Data for the task:

═══

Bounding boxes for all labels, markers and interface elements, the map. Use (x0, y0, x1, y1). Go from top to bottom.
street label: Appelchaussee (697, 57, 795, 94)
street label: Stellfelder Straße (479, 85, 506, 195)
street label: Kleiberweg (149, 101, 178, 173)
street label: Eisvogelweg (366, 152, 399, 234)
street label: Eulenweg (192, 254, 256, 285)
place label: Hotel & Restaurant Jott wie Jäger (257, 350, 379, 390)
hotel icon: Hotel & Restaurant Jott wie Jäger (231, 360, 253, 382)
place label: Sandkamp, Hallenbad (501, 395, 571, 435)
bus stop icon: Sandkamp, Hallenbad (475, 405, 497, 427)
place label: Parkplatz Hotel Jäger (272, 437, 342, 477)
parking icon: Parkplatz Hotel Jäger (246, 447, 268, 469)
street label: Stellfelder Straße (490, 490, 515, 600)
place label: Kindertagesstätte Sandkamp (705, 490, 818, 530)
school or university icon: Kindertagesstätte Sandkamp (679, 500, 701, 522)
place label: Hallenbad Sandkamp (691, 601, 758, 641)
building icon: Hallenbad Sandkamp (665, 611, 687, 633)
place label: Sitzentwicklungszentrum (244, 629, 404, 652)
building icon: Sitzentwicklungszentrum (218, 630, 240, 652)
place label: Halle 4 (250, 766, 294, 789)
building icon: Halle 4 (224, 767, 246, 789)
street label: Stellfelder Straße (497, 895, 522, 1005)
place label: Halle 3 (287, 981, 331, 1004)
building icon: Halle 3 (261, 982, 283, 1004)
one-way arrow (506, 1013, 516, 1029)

═══

Your assignment: Please find every line in the listing that holds the string "Straße" and copy it.

Task response:
street label: Stellfelder Straße (479, 85, 506, 195)
street label: Stellfelder Straße (490, 490, 515, 600)
street label: Stellfelder Straße (497, 895, 522, 1005)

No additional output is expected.